ASSIGNMENT: Work out how many lines of the data hold the string "bubble", and reply with that number alone.

[DATASET EXTRACT]

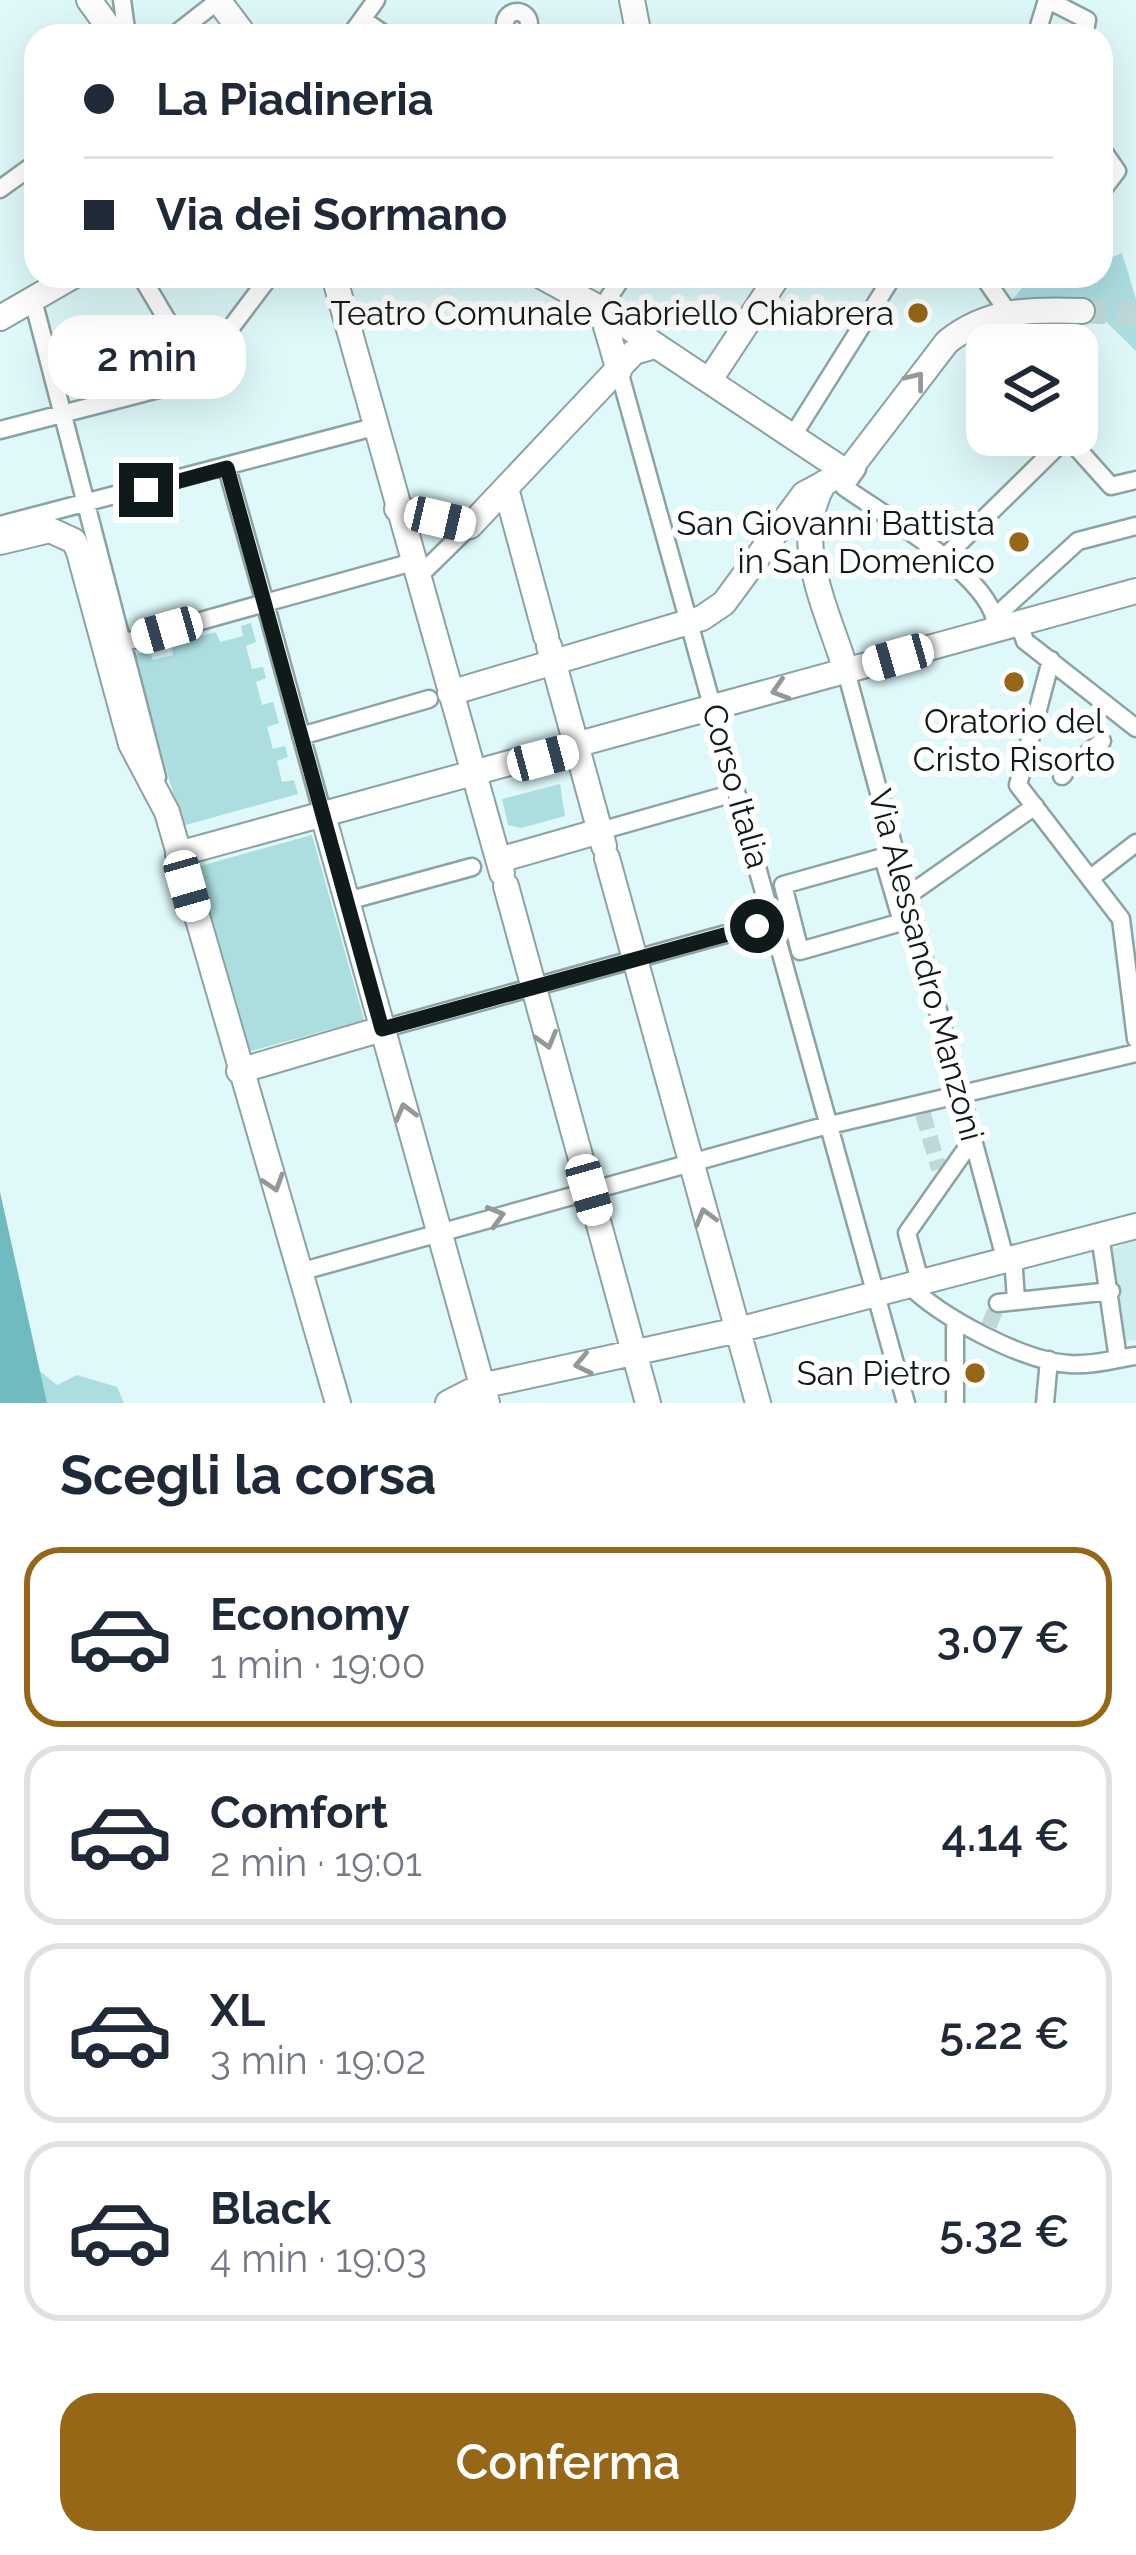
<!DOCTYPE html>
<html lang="it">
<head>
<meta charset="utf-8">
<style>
  body { margin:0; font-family:Raleway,sans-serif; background:#f2f2f3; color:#1f2937; height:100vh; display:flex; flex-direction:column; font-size:45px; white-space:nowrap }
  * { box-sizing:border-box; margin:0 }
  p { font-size:39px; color:#747a83 }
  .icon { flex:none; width:66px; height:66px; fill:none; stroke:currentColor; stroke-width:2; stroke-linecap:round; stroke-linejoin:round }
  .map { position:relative; height:1403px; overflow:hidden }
  .sheet { display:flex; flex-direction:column; background:#fff; flex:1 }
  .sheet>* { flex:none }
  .top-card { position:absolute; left:24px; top:24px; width:1089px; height:264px; border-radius:36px; box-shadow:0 12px 48px #0002; display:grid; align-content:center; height:264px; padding:0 60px; background:#fff }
  .fabs { position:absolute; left:966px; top:324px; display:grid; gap:24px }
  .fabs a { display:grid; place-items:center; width:132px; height:132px; border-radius:24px; background:#fff; box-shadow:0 12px 48px #0002; font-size:60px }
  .end { position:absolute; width:54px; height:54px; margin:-27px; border:15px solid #111a1a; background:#fff; box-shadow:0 0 0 6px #fff }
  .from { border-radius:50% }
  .bubble { position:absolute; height:84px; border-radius:36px; background:#fff; box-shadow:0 12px 48px #0002; font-size:39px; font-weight:600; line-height:84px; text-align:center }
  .car { position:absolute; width:36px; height:72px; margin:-36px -18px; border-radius:15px; box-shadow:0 0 9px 3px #0007; background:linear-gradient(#fff 24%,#345 0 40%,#fff 0 76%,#345 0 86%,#fff 0) }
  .top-card b { display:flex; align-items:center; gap:42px; height:114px; font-size:45px }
  .top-card b+b { border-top:3px solid #e0e1e3 }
  .top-card i { width:30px; height:30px; background:#1f2937 }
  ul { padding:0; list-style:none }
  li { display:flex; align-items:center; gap:36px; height:180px; margin:0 24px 18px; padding:0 36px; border:6px solid #e0e1e3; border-radius:36px }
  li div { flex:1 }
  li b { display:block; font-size:45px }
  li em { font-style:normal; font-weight:600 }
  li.current { border-color:#966716 }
  li>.icon { width:108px; height:108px; stroke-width:1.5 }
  h2 { padding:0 60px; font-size:54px; line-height:144px }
  .cta { display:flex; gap:24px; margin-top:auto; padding:24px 60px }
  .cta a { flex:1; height:138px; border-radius:36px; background:#966716; color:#fff; font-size:48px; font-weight:600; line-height:138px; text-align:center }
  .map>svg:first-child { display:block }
  .built { fill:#cceeef }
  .green { fill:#acdee0 }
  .water { fill:#6fbbbf }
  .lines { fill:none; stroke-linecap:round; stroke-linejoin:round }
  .street-tunnel { stroke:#c0d7d8; stroke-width:16; stroke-dasharray:16 8; stroke-linecap:butt }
  .secondary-tunnel { stroke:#c0d7d8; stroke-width:24; stroke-dasharray:24 12; stroke-linecap:butt }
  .street-casing { stroke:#8ca3a4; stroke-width:21 }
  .secondary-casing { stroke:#8ca3a4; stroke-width:28 }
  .street { stroke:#fff; stroke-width:16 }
  .secondary { stroke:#fff; stroke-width:24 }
  .oneway { stroke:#949898 }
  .route { stroke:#111a1a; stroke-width:15 }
  .poi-dot { fill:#966716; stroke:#fff; stroke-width:4.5 }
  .labels { text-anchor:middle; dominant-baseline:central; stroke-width:12; stroke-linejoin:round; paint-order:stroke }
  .poi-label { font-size:33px; fill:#111a1a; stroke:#fff; text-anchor:end }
  .street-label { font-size:33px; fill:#111a1a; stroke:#fff }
</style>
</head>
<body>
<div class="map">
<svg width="1136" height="1403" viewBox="0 0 1136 1403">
  <rect width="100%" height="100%" fill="#dff8f9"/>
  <path class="built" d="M 1136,1240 L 1136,1340 L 1121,1342 L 1109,1250 Z"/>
  <path class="green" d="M 1122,253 L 1136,299 L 1136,351 L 1084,300 L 1013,299 L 1032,276 L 1101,276 L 1101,262 Z
    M 251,623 L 256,642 L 246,646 L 252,669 L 263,667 L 266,678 L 256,682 L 262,705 L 273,702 L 279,723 L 267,727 L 273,749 L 285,746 L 288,757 L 277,761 L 282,782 L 294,780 L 298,794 L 182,826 L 135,655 L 149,651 L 153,660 L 173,655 L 171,645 L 216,632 L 220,642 L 243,636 L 241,626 Z
    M 560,784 L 565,816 L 521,828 L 508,825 L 502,799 Z
    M 312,835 L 364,1020 L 244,1053 L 193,868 Z
    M 37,1369 L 57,1385 L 77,1375 L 117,1387 L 124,1403 L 47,1403 Z"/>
  <path class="water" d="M 0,1192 L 47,1403 L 0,1403 Z"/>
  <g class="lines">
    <path class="street-tunnel" d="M 1064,774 L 1089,752
      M 923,1114 L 939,1169
      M 989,1326 L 998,1303"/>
    <path class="secondary-tunnel" d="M 1082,311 L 1136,314"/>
    <g class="street-casing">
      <path id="street" d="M 122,0 L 127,36
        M 1048,0 L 1087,20 L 1084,36
        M505 24a12 12 0 1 1 24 0a12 12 0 1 1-24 0Z
        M 362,19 L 387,36
        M 173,36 L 219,0
        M 350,36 L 376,0
        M 1036,36 L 1047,0
        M 1101,148 L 1117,171 L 1101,192
        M 0,189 L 36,163
        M 141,276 L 186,352
        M 983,276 L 1008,312
        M 33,300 L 157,777
        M 601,309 L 623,276
        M 186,352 L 197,357 L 214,350 L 270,276
        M 619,371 L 906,1403
        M 0,430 L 170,386 L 183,373 L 186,352
        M 792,437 L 893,276
        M 1067,437 L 1111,486 L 1136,480
        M 227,468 L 265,603 L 413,562
        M 857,469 L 844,487 C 883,515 999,580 996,630
        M 0,525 L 374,427
        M 944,558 L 1069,435
        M 417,578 L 470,526
        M 997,615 L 1078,541 L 1136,526
        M 1019,624 L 1025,641 L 1136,728
        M 122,643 L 265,603 L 323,815
        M 1051,660 L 1018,785 L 1121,919 L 1136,1039
        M 846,671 L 1005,1258
        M 301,736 L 429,699
        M 1089,752 L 1102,741
        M 1062,776 L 1064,774
        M 600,831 L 720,797
        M 883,857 L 902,922 L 800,951 L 783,885 Z
        M 1092,877 L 1136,843
        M 903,899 L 1035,806
        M 347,901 L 472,867
        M 382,1029 L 773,921
        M 1100,1235 L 1118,1359
        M 1013,1256 L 1016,1300
        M 303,1271 L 813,1129 L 1136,1053
        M 920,1281 L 907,1233 L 973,1139
        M 908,1284 C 940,1317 1023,1361 1069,1364 C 1092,1366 1114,1359 1136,1356
        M 998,1303 L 1111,1291
        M 955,1403 L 955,1320
        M 1045,1403 L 1049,1360"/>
    </g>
    <g class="secondary-casing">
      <path id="secondary" d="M 89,0 L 115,36
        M 218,0 L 245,36
        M 632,0 L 639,36
        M 334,276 L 502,873
        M 541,276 L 601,309 L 846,472
        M 601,309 L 619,371
        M 0,318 L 73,276
        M 709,381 L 778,276
        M 824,483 C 789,541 829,613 846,671
        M 507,492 L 546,636
        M 397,509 L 470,526 L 634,352 L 655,346
        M 0,542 L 50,530 L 74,541 L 79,552 L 131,744 L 167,812 L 338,1403
        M 549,646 L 604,846
        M 450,693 L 702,618 L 724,603 L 804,494 L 849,470 L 947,342 C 988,309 1032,309 1082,311
        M 323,815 L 487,1403
        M 178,854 L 1136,591
        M 607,858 L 758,1403
        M 499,860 L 600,831
        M 506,886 L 648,1403
        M 239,1071 L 382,1029
        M 448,1403 L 481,1386 L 738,1330 L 1136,1226"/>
    </g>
    <use href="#street" class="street"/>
    <use href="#secondary" class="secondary"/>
  </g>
  <defs><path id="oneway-chevron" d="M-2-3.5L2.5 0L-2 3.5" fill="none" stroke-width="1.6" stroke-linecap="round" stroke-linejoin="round" transform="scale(3)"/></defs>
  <g class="oneway">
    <use href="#oneway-chevron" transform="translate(916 380) rotate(-52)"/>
    <use href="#oneway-chevron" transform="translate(780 690) rotate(163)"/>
    <use href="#oneway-chevron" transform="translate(547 1040) rotate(74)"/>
    <use href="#oneway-chevron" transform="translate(405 1112) rotate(-105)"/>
    <use href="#oneway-chevron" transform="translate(274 1183) rotate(72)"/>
    <use href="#oneway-chevron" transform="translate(496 1216) rotate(-16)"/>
    <use href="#oneway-chevron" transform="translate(705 1217) rotate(-106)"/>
    <use href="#oneway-chevron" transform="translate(583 1364) rotate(168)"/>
  </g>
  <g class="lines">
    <path class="route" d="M 146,490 L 227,468 L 382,1029 L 757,926"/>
  </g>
  <g class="poi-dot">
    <circle cx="918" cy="313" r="12"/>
    <circle cx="1019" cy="542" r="12"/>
    <circle cx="1014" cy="682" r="12"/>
    <circle cx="975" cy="1373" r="12"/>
  </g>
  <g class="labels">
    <g class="poi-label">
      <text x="894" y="313">Teatro Comunale Gabriello Chiabrera</text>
      <text x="995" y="523">San Giovanni Battista<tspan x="995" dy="38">in San Domenico</tspan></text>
      <text x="1014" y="721" text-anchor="middle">Oratorio del<tspan x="1014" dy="38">Cristo Risorto</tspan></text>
      <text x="951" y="1373">San Pietro</text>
    </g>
    <g class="street-label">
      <text transform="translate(736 786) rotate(74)">Corso Italia</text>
      <text transform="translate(926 965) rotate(75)">Via Alessandro Manzoni</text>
    </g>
  </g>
</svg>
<div class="fabs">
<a><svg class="icon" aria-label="layers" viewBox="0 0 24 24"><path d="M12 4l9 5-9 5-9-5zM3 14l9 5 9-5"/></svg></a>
</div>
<i class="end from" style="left:757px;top:926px"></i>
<i class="end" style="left:146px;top:490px"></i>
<div class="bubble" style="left:48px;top:315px;width:198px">2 min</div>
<i class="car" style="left:440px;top:519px;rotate:103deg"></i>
<i class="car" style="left:167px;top:630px;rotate:254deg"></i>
<i class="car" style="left:898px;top:657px;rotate:254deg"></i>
<i class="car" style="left:543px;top:758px;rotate:75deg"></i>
<i class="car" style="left:187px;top:886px;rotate:164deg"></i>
<i class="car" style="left:589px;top:1190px;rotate:164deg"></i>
<div class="top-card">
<b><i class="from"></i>La Piadineria</b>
<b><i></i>Via dei Sormano</b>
</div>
</div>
<section class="sheet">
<h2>Scegli la corsa</h2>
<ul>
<li class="current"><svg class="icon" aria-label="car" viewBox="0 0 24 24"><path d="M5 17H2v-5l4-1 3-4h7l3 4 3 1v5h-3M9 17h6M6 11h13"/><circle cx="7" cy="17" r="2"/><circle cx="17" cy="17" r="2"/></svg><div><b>Economy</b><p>1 min · 19:00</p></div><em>3.07 €</em></li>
<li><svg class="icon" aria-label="car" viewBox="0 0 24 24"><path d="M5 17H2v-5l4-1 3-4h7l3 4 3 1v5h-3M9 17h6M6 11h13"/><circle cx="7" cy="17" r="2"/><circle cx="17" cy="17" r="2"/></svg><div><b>Comfort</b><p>2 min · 19:01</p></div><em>4.14 €</em></li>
<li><svg class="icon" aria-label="car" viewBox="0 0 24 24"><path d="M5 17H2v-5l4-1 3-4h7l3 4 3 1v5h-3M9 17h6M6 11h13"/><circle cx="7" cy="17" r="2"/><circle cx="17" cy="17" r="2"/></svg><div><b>XL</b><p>3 min · 19:02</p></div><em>5.22 €</em></li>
<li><svg class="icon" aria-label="car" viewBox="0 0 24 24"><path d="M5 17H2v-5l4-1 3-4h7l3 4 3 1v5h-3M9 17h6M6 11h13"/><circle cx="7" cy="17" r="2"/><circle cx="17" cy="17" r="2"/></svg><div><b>Black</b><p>4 min · 19:03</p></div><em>5.32 €</em></li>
</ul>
<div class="cta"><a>Conferma</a></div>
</section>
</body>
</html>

[/DATASET EXTRACT]

EXERCISE OUTPUT: 2